What is required: Each line below with the word "yChannelSelector" needs to be copied.

Dataset entries:
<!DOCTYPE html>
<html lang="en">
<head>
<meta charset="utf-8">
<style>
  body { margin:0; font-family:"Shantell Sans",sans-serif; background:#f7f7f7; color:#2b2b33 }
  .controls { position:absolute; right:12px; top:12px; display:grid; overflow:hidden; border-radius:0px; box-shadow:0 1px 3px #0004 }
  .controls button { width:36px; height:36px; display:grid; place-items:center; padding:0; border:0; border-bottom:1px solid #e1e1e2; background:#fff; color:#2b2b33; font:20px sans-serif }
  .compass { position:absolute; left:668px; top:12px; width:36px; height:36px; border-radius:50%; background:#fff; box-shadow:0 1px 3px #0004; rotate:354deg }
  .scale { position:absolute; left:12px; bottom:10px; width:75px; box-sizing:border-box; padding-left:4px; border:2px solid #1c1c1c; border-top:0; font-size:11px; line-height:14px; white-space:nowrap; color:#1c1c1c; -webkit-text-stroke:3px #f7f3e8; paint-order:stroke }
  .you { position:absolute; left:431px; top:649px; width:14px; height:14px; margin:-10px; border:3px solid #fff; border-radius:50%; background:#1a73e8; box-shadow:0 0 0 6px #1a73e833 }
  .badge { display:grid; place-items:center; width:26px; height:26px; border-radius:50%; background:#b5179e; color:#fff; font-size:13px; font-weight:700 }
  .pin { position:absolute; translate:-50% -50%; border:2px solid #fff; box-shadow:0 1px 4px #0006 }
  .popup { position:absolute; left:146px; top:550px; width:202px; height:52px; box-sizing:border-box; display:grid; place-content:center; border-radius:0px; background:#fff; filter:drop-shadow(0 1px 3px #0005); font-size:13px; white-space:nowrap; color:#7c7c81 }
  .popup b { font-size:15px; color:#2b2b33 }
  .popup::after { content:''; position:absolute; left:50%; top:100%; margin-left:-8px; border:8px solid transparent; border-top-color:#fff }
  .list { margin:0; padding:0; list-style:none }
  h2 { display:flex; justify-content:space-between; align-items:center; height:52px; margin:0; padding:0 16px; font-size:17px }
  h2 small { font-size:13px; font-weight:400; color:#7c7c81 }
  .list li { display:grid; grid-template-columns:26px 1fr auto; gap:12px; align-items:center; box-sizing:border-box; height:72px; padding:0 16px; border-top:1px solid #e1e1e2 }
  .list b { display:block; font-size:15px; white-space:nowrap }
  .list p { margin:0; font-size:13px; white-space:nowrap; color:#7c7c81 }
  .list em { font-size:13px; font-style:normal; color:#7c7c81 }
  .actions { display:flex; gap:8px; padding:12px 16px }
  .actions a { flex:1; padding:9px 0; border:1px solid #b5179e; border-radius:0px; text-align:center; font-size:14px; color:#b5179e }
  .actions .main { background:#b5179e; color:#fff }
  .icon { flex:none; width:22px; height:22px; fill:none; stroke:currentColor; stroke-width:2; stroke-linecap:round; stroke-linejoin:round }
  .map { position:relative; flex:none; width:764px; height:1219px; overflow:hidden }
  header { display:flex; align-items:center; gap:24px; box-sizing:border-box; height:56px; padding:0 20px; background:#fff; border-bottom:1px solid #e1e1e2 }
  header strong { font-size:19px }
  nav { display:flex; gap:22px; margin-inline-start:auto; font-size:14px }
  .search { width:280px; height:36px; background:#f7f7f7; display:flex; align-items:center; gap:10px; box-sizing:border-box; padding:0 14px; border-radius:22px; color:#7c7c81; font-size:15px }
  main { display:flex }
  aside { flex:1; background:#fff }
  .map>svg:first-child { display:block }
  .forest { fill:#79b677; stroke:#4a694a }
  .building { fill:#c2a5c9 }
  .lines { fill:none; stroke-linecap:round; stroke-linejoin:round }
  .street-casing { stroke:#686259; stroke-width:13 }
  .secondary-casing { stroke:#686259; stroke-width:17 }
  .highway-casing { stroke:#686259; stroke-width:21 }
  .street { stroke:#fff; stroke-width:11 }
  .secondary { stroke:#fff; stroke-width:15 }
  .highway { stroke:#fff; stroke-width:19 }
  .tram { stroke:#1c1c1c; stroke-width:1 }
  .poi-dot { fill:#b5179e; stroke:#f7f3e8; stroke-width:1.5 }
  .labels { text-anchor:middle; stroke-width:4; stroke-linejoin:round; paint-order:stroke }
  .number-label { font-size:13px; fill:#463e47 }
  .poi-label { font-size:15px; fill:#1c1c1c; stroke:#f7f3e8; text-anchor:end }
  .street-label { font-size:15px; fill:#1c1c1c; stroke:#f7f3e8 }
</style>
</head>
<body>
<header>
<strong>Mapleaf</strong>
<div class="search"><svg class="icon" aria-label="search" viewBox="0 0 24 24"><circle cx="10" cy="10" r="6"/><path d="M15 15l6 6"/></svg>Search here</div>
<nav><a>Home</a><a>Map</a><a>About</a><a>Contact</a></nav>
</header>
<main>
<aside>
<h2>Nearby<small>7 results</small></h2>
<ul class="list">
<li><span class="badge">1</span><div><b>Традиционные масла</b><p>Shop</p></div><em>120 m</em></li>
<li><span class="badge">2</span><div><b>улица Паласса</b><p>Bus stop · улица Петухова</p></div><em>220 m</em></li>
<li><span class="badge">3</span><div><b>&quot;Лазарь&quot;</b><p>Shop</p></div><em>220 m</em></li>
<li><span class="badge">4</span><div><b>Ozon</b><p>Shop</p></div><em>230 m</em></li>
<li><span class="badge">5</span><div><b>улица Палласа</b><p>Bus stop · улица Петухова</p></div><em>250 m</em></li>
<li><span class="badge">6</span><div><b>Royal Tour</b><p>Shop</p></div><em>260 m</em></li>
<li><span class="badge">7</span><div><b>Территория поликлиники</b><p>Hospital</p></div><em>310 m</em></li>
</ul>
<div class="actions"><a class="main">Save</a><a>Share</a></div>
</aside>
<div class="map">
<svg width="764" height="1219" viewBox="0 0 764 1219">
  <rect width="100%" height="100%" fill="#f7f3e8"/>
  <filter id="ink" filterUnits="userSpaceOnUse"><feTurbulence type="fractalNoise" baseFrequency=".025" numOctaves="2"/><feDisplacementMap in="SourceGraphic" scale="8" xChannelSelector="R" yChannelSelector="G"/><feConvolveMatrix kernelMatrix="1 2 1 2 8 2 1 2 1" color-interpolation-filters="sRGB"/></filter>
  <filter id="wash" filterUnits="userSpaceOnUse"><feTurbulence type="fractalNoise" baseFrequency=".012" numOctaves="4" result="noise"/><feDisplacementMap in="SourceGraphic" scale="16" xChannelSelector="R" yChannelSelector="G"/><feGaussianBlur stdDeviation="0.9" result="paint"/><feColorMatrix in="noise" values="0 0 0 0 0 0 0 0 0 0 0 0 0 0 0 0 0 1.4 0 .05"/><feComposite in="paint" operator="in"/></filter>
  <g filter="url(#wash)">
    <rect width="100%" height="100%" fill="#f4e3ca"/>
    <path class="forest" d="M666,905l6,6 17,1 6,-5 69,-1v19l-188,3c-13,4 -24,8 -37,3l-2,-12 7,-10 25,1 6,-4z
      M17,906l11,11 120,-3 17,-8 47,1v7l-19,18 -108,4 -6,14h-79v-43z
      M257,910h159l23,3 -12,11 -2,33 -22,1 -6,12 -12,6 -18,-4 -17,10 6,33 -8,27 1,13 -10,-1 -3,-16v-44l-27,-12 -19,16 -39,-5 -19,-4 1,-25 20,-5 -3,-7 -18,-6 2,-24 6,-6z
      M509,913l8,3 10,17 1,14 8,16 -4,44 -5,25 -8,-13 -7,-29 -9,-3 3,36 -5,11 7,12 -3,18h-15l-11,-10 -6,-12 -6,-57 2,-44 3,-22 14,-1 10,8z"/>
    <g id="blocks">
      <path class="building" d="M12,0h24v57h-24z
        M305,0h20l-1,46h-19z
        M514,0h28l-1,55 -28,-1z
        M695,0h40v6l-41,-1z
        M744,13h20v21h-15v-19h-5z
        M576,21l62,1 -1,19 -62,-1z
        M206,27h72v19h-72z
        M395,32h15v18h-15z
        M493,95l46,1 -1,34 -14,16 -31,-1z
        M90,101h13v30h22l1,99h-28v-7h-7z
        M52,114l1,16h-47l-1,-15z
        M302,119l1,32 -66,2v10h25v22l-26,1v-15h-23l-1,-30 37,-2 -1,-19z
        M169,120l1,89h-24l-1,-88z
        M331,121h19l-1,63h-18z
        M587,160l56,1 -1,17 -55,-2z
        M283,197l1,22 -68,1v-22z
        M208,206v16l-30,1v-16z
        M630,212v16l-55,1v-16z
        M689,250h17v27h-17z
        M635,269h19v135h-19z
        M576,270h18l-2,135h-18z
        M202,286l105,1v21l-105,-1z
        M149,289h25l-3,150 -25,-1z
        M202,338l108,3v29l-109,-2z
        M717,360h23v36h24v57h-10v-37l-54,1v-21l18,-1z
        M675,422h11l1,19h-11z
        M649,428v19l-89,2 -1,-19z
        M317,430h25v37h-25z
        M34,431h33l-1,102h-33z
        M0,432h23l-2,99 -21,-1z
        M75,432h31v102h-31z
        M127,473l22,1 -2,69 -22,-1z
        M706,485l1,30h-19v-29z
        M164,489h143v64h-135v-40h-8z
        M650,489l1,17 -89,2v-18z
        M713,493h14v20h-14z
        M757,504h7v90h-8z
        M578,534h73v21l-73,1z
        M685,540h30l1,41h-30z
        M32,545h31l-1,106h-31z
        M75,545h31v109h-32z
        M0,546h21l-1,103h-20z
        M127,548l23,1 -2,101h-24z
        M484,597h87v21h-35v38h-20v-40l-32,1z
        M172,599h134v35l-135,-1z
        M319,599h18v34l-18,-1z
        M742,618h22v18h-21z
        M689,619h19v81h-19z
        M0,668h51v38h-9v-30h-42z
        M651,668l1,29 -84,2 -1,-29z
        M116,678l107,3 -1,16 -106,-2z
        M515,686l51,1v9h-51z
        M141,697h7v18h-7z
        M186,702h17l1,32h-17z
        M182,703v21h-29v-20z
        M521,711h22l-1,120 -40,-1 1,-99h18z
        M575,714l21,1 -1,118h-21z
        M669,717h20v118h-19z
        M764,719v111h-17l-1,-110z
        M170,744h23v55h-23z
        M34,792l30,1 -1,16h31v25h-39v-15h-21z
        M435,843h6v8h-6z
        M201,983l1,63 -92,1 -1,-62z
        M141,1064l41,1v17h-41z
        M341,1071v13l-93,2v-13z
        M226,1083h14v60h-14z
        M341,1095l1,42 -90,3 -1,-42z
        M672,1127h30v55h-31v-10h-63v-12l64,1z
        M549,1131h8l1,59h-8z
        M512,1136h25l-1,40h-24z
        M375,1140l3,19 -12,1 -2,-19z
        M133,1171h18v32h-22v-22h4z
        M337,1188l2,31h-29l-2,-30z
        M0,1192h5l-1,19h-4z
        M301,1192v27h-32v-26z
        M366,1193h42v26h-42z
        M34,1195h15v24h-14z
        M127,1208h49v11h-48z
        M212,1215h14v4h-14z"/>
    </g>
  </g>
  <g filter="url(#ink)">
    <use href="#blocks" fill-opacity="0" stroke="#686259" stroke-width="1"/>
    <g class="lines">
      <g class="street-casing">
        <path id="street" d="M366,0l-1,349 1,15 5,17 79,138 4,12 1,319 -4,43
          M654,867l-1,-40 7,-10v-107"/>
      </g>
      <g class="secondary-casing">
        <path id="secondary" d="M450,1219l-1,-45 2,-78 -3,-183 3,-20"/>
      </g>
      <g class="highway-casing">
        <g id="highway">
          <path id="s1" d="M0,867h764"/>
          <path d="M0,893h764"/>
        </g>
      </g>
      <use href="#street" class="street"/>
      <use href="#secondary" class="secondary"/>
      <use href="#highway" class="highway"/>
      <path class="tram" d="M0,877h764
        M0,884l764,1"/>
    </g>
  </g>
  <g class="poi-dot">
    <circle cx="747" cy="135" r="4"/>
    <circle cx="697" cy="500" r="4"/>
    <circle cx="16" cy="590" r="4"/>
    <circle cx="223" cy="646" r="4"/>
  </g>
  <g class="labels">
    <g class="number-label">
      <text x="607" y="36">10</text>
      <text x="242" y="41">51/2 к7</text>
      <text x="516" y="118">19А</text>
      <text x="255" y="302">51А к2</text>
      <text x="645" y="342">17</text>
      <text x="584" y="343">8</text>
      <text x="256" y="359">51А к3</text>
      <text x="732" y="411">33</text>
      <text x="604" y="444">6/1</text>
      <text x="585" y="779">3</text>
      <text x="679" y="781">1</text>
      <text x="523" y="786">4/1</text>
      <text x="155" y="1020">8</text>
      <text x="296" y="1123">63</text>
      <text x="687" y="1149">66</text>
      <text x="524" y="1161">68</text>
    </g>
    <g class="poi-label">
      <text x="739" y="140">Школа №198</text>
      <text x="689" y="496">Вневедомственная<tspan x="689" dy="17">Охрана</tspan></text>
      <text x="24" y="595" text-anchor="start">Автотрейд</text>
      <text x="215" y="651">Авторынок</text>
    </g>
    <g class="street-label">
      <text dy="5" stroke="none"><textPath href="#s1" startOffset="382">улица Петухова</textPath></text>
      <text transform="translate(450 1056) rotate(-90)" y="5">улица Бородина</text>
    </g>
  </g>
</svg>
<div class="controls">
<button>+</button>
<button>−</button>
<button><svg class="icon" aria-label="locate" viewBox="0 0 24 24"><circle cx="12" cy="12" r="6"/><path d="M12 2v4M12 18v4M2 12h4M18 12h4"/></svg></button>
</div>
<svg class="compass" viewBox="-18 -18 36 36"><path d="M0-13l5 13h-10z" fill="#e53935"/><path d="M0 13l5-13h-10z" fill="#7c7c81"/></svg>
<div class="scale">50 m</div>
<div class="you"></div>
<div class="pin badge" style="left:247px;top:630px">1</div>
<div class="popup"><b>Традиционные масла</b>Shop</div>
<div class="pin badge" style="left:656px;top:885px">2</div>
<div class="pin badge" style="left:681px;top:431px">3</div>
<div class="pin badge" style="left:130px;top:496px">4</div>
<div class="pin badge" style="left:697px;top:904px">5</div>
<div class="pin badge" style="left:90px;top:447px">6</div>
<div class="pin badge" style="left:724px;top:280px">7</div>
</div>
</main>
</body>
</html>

Response to this task:
  <filter id="ink" filterUnits="userSpaceOnUse"><feTurbulence type="fractalNoise" baseFrequency=".025" numOctaves="2"/><feDisplacementMap in="SourceGraphic" scale="8" xChannelSelector="R" yChannelSelector="G"/><feConvolveMatrix kernelMatrix="1 2 1 2 8 2 1 2 1" color-interpolation-filters="sRGB"/></filter>
  <filter id="wash" filterUnits="userSpaceOnUse"><feTurbulence type="fractalNoise" baseFrequency=".012" numOctaves="4" result="noise"/><feDisplacementMap in="SourceGraphic" scale="16" xChannelSelector="R" yChannelSelector="G"/><feGaussianBlur stdDeviation="0.9" result="paint"/><feColorMatrix in="noise" values="0 0 0 0 0 0 0 0 0 0 0 0 0 0 0 0 0 1.4 0 .05"/><feComposite in="paint" operator="in"/></filter>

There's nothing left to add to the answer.